The paper “Target seeking antifibrotic compund enhances wound healing and surpresses scar formation in mice” in the Proceedings of the National Academy of Sciences 2010: Vol. 107, No. 50, 21671-21676, by Tero A.H. Järvinen and Erkki Ruoslahti describes a systemically administered, target-seeking biotherapeutic for scar prevention. The biotherapeutic consists of a vascular targeting peptide that specifically recognizes angiogenic blood vessels and extravasates into sites of injury, fused with a therapeutic molecule, decorin to prevent tissue fibrosis and promote tissue regeneration to reduce scarring.

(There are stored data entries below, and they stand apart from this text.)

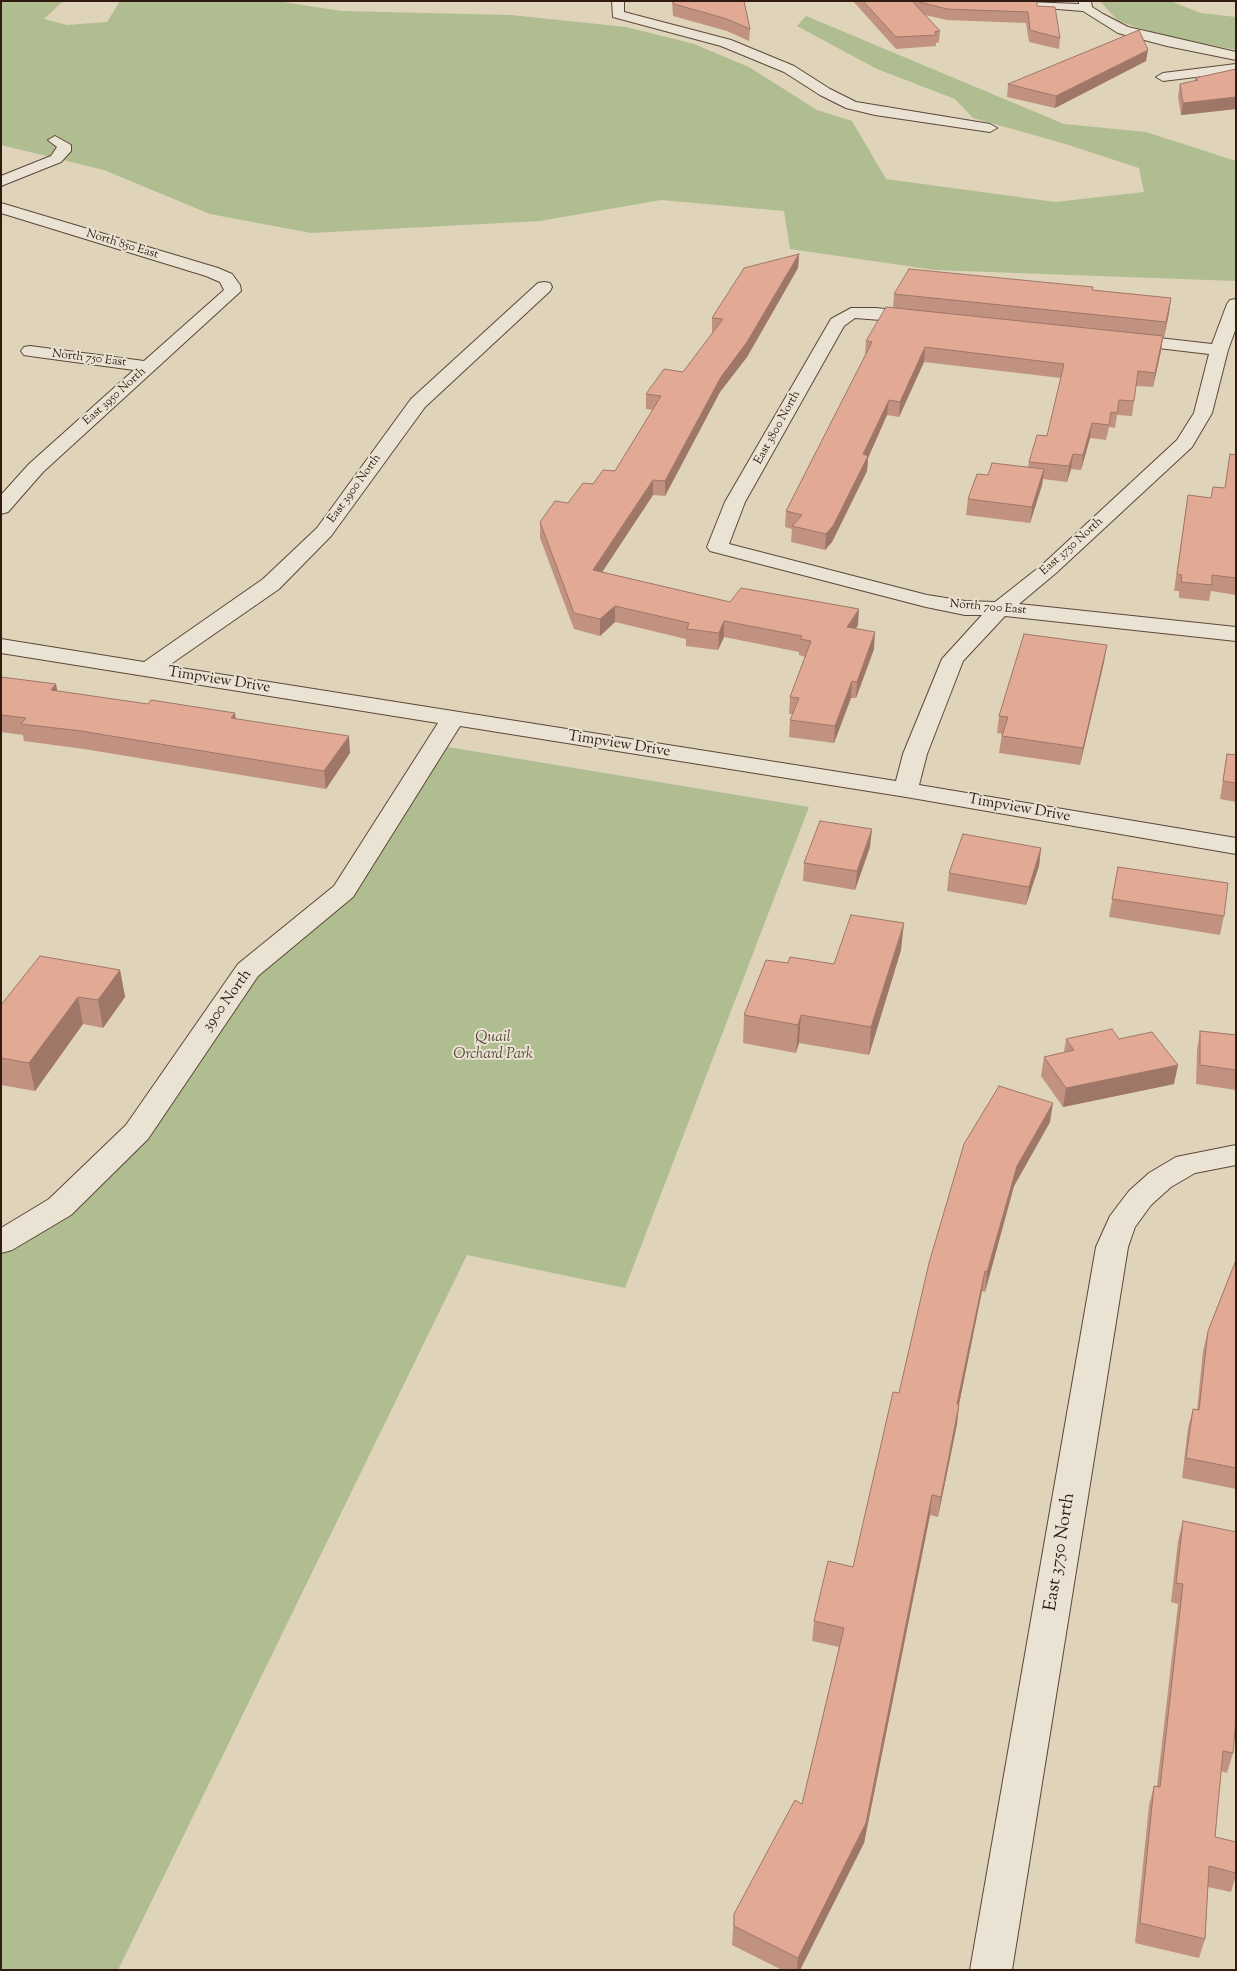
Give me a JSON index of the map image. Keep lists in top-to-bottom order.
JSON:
{
  "streets": {
    "street": [
      "North 850 East",
      "North 750 East",
      "East 3950 North",
      "East 3800 North",
      "East 3900 North",
      "East 3750 North",
      "North 700 East",
      "Timpview Drive",
      "3900 North"
    ]
  },
  "crossings": [
    ["North 850 East", "East 3950 North"],
    ["North 750 East", "East 3950 North"],
    ["East 3800 North", "North 700 East"],
    ["East 3900 North", "Timpview Drive"],
    ["East 3750 North", "North 700 East"],
    ["East 3750 North", "Timpview Drive"],
    ["Timpview Drive", "3900 North"]
  ],
  "parks": ["Quail Orchard Park"]
}
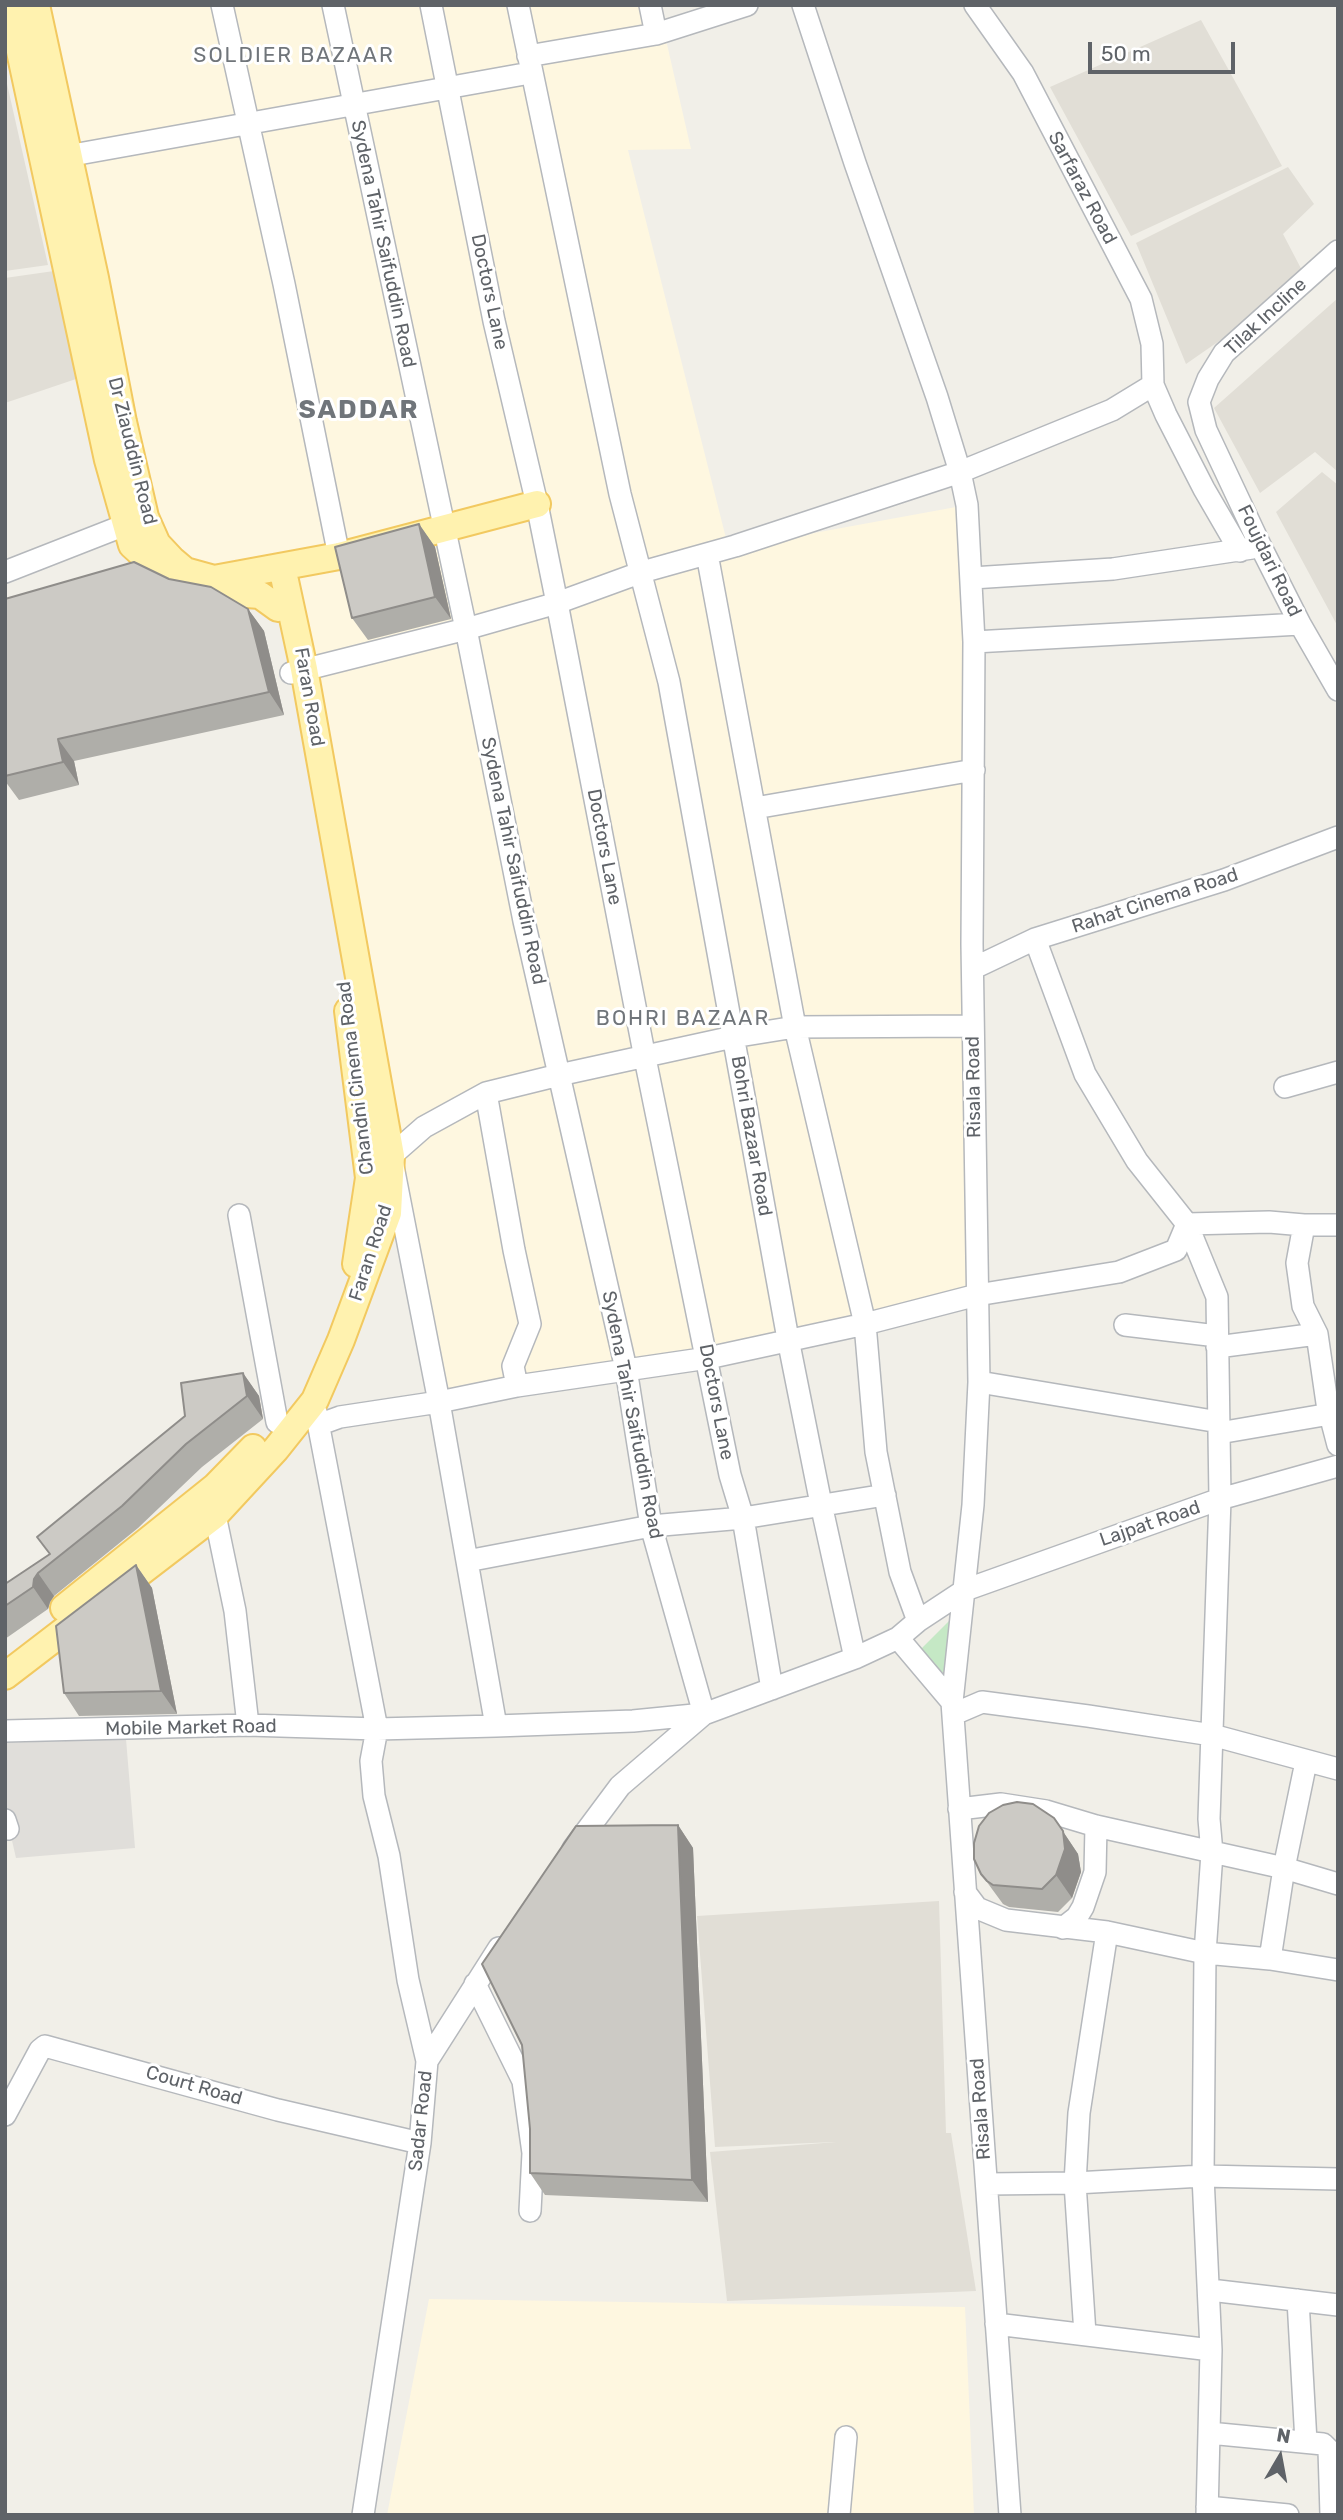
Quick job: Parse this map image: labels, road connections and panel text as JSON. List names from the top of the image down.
{
  "streets": {
    "main road": ["Dr Ziauddin Road", "Faran Road", "Chandni Cinema Road"],
    "street": [
      "Sarfaraz Road",
      "Sydena Tahir Saifuddin Road",
      "Doctors Lane",
      "Tilak Incline",
      "Foujdari Road",
      "Rahat Cinema Road",
      "Risala Road",
      "Bohri Bazaar Road",
      "Lajpat Road",
      "Mobile Market Road",
      "Court Road",
      "Sadar Road"
    ]
  },
  "crossings": [
    ["Sydena Tahir Saifuddin Road", "Dr Ziauddin Road"],
    ["Sydena Tahir Saifuddin Road", "Lajpat Road"],
    ["Sydena Tahir Saifuddin Road", "Mobile Market Road"],
    ["Doctors Lane", "Dr Ziauddin Road"],
    ["Doctors Lane", "Lajpat Road"],
    ["Tilak Incline", "Foujdari Road"],
    ["Dr Ziauddin Road", "Faran Road"],
    ["Dr Ziauddin Road", "Chandni Cinema Road"],
    ["Faran Road", "Chandni Cinema Road"],
    ["Rahat Cinema Road", "Risala Road"],
    ["Risala Road", "Lajpat Road"],
    ["Bohri Bazaar Road", "Lajpat Road"],
    ["Lajpat Road", "Mobile Market Road"],
    ["Mobile Market Road", "Sadar Road"],
    ["Court Road", "Sadar Road"]
  ],
  "districts": ["SOLDIER BAZAAR", "SADDAR", "BOHRI BAZAAR"],
  "scale_bar": "50 m",
  "north": "top"
}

The paper, “Molecular Changes in the Vasculature of Injured Tissues” in The American Journal of Pathology 2007: Vol. 171, No. 2, 702-711, by Tero A.H. Järvinen and Erkki Ruoslahti describes the initial discovery of the CAR cell penetrating peptide, its wound homing properties and usefulness in delivering treatments into regenerating tissues.